To the OP, I just recently build up a rigid 29er and considered a carbon fork. Ended up going with a custom Walt Works cromo fork and am glad I did. After 5 months of riding it is beat to ***** but still perfectly functional. If I had gone carbon, it would have been replaced long ago. FWIW I'm 210 lb's fully loaded.


----------



## slalomnorth65 (Oct 18, 2009)

Vassago Odis Fork


----------



## Jimi_Lee (Jul 2, 2010)

I would go with a custom steel like Walt Works or Vicious... I know a lot of carbon forks have weight limits a bit lower than what you weigh, and if it is going to have a bumpy life than steel is the way to go. Those custom forks can be made at pretty comparable weights to carbon.


----------



## kcaz (Nov 2, 2004)

I couldn't be happier with my Salsa. Low budget and sweet ride. I tried carbon, but I really couldn't feel much of a performance/compliance difference.


----------



## Kranz (Apr 24, 2007)

slalomnorth65 said:


> Vassago Odis Fork


i'll second that.


----------



## adoble (Aug 19, 2007)

I've got the Niner carbon fork and it is a great fork, it took me a few months to get use to the rigid riding style and now I don't even miss the suspension. The Niner fork does a nice job of sucking up the small bumps and once I started really picking the smooth lines it's been great.


----------



## jj1075 (Oct 11, 2006)

I rode a Black Ops carbon 29er fork for 2 years at 243lbs. The fork outlasted the KHS SS 29er frame I used the fork with easily. I rode the fork pretty hard on northern Nevada trails and a bunch of rough stuff in and around the Lake Tahoe area with no problems at all.
I'm down to 200lbs and in the middle of switching the Black Ops fork over to a 2009 Haro Mary frame that I just purchased on ebay. I have the utmost confidence in the Black Ops.
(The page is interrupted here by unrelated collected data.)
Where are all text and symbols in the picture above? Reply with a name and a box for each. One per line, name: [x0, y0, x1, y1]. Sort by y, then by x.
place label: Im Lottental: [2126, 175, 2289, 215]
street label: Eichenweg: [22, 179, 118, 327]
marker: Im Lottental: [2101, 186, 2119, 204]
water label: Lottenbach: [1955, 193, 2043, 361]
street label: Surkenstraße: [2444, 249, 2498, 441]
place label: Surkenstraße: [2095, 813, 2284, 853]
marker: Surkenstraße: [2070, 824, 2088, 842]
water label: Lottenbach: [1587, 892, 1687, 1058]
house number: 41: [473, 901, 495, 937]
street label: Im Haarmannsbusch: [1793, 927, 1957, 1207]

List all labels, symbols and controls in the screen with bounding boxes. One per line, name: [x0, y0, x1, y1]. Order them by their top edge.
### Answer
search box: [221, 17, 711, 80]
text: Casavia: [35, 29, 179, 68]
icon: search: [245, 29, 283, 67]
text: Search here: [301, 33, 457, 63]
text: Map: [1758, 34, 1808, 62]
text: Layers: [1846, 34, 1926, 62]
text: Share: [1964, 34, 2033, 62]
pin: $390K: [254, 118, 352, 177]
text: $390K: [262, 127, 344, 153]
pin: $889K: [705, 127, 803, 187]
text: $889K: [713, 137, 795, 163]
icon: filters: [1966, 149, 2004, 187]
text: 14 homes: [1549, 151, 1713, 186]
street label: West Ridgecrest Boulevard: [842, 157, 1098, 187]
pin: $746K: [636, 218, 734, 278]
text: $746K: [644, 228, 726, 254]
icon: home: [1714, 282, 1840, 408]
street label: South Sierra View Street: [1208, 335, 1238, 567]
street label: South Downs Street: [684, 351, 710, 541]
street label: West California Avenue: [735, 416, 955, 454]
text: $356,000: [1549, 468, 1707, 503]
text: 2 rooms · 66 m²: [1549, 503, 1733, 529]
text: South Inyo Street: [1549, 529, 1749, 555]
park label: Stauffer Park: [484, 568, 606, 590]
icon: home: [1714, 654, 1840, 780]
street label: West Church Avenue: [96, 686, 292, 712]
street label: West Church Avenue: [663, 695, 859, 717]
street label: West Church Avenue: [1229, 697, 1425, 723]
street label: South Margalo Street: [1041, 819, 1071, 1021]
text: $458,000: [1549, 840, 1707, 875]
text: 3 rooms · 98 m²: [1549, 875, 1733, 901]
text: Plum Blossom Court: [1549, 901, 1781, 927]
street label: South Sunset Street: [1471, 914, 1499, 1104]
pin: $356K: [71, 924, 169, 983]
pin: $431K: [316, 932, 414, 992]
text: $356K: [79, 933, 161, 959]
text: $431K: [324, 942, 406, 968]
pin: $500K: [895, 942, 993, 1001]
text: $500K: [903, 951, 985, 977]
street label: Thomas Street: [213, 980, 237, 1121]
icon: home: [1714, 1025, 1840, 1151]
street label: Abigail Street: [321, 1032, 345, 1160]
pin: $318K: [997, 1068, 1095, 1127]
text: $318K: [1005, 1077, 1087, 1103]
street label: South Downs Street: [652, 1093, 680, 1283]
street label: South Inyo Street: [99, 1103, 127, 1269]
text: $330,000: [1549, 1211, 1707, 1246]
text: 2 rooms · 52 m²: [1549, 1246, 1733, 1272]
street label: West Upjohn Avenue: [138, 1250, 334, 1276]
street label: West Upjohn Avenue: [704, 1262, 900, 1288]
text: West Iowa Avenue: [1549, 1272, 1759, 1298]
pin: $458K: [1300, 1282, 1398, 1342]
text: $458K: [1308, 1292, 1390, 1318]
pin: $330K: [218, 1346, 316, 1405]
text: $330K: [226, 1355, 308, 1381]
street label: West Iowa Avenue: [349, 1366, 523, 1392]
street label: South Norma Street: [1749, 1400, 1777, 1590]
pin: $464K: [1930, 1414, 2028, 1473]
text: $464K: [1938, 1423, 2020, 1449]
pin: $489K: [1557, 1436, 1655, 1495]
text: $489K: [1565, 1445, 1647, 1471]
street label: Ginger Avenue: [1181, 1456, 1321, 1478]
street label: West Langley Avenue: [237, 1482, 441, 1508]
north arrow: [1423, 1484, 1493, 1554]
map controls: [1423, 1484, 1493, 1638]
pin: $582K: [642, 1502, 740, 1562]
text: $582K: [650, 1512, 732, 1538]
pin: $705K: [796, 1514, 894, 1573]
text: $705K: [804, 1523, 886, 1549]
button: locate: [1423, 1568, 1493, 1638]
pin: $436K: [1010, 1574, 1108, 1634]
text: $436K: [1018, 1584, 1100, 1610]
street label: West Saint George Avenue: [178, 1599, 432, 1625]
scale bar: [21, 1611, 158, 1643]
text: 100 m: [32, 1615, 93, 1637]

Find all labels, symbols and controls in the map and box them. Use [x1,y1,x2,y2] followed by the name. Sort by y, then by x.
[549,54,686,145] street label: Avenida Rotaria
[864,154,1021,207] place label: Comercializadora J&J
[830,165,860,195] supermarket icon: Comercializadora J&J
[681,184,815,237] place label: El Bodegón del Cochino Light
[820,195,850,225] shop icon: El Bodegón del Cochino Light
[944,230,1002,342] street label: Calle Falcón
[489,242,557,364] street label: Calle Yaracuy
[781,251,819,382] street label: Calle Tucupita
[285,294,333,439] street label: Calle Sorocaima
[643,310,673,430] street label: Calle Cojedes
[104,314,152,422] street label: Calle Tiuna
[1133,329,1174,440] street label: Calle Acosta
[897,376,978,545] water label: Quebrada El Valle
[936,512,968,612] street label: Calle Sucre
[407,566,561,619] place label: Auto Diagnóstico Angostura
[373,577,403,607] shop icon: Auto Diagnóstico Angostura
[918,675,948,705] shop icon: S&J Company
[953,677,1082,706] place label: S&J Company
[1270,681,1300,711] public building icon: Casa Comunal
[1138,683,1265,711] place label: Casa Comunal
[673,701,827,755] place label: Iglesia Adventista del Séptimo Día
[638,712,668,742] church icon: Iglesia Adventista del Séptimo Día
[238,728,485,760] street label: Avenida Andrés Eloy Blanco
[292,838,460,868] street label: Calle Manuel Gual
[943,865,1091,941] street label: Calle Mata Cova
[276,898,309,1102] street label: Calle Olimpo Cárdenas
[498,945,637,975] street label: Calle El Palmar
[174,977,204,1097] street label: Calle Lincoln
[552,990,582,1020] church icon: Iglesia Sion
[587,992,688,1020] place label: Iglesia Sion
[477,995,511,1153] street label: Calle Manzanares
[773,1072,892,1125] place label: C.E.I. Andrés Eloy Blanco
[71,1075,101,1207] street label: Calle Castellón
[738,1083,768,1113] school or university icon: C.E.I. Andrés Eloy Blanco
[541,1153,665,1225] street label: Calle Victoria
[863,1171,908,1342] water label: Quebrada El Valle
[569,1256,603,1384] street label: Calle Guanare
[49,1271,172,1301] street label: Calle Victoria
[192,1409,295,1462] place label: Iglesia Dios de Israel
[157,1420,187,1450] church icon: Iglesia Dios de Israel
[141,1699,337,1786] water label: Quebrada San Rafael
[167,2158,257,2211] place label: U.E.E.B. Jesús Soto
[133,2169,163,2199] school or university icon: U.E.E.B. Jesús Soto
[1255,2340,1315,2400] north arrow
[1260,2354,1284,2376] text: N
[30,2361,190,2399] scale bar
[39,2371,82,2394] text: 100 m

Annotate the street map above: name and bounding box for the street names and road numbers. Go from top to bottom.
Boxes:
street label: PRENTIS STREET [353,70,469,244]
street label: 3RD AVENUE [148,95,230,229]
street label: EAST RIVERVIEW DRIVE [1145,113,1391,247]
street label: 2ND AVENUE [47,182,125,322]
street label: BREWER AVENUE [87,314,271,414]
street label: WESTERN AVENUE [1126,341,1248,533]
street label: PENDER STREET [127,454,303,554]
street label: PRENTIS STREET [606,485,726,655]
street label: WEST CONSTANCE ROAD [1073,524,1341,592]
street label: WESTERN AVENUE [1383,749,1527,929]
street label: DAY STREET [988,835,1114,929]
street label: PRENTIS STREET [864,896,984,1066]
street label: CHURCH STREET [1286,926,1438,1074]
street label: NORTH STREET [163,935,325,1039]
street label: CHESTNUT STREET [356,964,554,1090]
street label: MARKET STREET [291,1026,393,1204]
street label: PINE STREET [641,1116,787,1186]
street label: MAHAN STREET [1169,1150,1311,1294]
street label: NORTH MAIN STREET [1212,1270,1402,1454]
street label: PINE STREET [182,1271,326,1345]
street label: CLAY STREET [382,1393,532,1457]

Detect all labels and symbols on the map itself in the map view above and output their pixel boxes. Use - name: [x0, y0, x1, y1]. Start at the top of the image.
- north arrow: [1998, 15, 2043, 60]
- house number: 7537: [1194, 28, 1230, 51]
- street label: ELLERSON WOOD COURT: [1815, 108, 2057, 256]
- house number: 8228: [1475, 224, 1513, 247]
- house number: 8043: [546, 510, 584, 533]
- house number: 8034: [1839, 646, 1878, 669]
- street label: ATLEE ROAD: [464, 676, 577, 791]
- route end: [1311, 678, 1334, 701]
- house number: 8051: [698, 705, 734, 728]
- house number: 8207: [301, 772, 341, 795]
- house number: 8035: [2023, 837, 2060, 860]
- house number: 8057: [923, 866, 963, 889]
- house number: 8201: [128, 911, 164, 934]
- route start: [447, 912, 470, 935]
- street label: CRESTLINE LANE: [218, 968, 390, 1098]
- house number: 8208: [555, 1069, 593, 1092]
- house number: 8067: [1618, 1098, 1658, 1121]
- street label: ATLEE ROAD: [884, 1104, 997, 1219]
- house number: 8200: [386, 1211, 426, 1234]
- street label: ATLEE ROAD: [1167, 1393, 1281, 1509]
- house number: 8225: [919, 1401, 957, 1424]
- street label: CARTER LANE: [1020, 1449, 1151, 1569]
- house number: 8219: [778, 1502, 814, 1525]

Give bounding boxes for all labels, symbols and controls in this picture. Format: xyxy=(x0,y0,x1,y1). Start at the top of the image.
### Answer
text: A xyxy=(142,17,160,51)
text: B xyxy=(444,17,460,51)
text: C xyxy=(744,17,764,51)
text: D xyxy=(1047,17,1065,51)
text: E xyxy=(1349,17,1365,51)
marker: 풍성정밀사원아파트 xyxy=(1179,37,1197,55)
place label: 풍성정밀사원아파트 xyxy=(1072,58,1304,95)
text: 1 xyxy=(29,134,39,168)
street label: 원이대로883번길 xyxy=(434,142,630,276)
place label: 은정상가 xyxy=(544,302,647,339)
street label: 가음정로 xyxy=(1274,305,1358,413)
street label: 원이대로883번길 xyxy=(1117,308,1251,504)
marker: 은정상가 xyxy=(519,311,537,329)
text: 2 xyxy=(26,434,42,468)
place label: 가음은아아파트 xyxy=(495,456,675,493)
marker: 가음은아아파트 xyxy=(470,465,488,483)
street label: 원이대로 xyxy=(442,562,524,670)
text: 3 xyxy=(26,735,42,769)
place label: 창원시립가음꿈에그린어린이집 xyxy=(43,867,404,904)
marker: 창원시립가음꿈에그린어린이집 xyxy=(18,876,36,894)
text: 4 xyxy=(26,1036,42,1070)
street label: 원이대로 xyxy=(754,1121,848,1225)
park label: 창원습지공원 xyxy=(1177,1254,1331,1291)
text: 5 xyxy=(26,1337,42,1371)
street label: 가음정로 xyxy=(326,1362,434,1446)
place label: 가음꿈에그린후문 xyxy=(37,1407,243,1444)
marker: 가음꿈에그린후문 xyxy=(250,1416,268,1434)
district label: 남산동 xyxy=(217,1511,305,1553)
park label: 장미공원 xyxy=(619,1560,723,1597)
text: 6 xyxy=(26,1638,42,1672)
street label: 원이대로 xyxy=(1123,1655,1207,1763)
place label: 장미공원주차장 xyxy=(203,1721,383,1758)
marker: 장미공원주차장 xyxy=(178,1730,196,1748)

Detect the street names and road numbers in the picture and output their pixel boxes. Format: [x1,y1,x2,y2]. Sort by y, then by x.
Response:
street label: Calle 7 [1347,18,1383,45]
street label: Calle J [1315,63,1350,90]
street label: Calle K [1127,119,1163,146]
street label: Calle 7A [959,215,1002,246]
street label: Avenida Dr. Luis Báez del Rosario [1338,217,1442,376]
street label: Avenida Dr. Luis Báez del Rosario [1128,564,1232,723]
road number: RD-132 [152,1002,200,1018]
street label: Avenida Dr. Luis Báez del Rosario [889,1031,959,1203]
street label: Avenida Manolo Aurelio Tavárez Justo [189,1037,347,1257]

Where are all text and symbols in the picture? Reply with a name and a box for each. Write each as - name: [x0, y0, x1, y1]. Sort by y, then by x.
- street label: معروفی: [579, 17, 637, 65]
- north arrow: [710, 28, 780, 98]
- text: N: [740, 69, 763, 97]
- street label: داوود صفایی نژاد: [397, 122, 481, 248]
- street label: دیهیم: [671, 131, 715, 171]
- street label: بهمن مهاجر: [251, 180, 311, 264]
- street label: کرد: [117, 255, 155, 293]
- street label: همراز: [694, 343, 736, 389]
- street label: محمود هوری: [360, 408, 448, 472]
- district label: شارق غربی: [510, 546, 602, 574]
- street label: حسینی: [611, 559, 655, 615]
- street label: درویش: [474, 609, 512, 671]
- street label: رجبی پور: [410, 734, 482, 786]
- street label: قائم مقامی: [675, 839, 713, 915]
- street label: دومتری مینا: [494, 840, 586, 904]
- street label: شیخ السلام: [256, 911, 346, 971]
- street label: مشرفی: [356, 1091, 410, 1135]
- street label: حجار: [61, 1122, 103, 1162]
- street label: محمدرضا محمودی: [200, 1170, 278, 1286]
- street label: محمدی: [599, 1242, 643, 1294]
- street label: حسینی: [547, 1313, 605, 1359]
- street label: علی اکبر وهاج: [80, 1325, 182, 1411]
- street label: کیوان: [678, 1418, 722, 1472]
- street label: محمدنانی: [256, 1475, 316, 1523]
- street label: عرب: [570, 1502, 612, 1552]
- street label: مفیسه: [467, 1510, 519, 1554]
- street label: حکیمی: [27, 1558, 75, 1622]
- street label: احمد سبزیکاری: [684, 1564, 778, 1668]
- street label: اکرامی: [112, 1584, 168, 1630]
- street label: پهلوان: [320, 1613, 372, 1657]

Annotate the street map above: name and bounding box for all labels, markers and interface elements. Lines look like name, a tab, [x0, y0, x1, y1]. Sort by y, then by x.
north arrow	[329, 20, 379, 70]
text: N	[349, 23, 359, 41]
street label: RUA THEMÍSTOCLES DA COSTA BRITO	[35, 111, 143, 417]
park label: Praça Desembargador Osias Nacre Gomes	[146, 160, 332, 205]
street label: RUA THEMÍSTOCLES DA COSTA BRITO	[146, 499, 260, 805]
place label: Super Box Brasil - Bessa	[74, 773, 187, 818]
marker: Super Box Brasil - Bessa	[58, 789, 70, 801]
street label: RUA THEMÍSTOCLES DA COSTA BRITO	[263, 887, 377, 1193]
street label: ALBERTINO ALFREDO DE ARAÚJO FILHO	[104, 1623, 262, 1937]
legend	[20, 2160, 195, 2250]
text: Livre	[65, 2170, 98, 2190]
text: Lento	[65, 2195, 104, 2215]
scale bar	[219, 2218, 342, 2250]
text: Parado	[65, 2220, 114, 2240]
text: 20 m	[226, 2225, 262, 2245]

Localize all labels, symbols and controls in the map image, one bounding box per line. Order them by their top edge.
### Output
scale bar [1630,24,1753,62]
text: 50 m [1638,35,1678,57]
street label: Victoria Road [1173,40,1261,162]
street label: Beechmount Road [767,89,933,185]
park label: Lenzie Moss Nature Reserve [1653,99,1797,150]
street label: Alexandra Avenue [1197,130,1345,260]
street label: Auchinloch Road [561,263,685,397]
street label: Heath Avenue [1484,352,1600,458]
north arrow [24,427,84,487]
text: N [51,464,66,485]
You'll be fine on a black Ops or similar/same White Brothers carbon fork. I think they are the same fork-only re-branded. Black Ops was less expensive however.

good luck,

JJ


----------



## anthony.delorenzo (Aug 17, 2006)

I've had great results with the Shimano Pro carbon fork on my Misfit DiSSent. I'm around your size and I never feel like I have to shy away from anything.


----------



## smaxor (Dec 18, 2004)

white brothers Rock Solid


----------



## SeaBass_ (Apr 7, 2006)

Chapped Hole said:


> Leaving a comment like that makes you look like a jack a$$
> .


I agree. My apologies to the OP.


----------



## erichwic (Mar 3, 2004)

Niner carbon all day long. A bit pricey but well worth it. I also had an Origin 8, nice fork for the price. Basically the same as a White Brothers for a fraction of the price.


----------



## lwebber60 (Aug 13, 2008)

Another vote for Vassago Odis fork, this is one sweet rigid fork! 
and the price isn't bad either!


----------



## Self Motivated (Jan 2, 2003)

*Niner carbon folk..*

Wasn't there a weight limit when it first launched? I like mine quite a bit- but it has a very different feel than steel.


----------



## Flat Ark (Oct 14, 2006)

Waltworks - It will be designed around your weight and will be custom "tuned" to have the ride properties you are looking for. Cheaper than Niner or White Brothers and backed with a Lifetime warranty!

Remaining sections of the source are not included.